Scott, who last year averaged 10.1 points on team-leading 63.9 percent shooting, was injured playing pick-up basketball in late May in his hometown of Little Rock, Ark.

Technically suffering an ``avulsion fracture of the left fibula,'' Scott will wear a brace for the next four to six weeks.

KU trainer Mark Cairns said he hoped Scott would be able to resume physical activity in August.

Scott is expected to be ready for the opening of basketball practice on Nov. 1.

"That's why we did it now. So he'd have plenty of time (to recover)," Cairns said today. "I think he'll make it back by then. It should heal fine."

CAIRNS EXPLAINED how Scott broke the bone.

"Richard went up for a jump shot after making a move on a guy and he felt something pop in his left knee," Cairns said. "He continued to play on it.

"Later it was stiff and sore. X-rays showed he pulled off a piece of the fibula. That's the bone you can feel on the outside of the leg. He must have put a lot of pressure on it. Instead of it tearing, he pulled off a piece of the bone.

"This is unusual. It's one of those freaky things. You don't see it very often," Cairns added.

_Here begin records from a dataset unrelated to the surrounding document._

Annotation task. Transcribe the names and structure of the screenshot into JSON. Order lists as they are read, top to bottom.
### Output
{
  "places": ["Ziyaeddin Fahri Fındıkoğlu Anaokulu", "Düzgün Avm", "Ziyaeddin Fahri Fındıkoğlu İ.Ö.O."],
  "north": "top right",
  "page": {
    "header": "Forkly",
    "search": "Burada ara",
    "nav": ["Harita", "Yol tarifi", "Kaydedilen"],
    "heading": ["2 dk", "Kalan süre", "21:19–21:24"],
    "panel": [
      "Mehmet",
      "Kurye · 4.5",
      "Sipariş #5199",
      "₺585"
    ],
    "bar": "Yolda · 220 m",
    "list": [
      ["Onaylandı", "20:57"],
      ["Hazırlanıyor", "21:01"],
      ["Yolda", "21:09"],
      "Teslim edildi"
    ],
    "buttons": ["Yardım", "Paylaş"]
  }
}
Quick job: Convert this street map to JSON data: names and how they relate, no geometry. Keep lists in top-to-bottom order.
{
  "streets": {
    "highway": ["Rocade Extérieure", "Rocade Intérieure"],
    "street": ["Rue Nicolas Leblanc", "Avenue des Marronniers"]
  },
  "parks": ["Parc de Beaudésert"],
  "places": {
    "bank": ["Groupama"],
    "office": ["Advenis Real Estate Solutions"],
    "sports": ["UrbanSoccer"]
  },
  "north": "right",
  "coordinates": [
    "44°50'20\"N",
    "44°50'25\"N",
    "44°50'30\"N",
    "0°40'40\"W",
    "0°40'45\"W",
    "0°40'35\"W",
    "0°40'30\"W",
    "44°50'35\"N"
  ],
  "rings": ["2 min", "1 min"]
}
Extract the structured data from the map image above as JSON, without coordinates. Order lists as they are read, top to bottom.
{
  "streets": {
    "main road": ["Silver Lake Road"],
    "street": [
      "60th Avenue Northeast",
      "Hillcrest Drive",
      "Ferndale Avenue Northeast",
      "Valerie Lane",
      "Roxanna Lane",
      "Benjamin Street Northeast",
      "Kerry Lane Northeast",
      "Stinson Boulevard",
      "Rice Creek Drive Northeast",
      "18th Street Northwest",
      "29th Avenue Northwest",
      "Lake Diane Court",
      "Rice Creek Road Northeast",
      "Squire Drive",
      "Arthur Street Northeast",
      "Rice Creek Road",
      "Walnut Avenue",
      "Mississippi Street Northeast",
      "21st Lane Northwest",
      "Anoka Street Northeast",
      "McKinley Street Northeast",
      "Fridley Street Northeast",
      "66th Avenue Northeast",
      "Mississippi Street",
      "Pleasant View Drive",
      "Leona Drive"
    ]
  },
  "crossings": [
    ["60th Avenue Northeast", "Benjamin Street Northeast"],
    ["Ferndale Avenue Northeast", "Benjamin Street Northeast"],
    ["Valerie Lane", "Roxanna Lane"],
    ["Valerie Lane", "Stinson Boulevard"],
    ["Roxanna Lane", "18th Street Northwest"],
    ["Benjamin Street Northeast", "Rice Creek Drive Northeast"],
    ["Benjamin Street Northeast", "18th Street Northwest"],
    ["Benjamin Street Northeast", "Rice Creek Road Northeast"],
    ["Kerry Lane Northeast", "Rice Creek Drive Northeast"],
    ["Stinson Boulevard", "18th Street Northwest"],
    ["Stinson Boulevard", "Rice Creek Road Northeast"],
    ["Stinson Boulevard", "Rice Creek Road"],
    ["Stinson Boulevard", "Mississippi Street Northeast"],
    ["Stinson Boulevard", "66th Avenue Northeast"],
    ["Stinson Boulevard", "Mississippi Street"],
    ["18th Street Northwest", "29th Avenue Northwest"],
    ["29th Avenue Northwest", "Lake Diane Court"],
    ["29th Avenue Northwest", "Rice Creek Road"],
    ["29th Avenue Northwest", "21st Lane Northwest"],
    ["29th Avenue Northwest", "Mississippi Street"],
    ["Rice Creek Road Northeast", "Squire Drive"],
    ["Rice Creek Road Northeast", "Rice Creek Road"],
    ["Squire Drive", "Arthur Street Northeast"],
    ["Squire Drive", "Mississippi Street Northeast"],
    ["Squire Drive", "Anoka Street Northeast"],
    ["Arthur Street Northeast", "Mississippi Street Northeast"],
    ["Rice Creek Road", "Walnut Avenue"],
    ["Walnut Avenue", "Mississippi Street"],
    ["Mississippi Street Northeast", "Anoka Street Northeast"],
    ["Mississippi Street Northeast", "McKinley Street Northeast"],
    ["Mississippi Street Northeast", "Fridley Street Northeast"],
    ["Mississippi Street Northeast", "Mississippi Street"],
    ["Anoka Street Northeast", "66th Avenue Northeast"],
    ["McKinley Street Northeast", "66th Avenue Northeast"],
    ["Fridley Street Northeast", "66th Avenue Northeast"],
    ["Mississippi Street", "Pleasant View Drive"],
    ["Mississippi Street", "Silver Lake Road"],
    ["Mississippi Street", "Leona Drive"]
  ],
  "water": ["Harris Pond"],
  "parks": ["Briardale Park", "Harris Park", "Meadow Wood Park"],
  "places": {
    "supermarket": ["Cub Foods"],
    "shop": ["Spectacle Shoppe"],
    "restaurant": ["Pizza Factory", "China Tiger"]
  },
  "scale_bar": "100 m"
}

KU coach Roy Williams said he was disappointed Scott will miss so much time.

"Richard and I had some good talks in the spring," Williams said today. "He was going to work on certain parts of his game that would help him. Being out up to a 10-week period will hurt his development and hurt our team.

"It is good we get it done now so when fall gets here he'll be excited, ready to go and hungry," Williams added.

CAIRNS, WHO talked to Scott today, said he was in good spirits and eager to begin rehab. "We'll probably have to hold him back," Cairns said.

Williams noted that Scott is "upbeat."

"He understands it might have healed without it (surgery), but this way better insures the healing process," Williams said. "He's positive about the whole thing, but it's very discouraging to me. It's especially disappointing because Richard had such a great semester academically. He's worked very hard."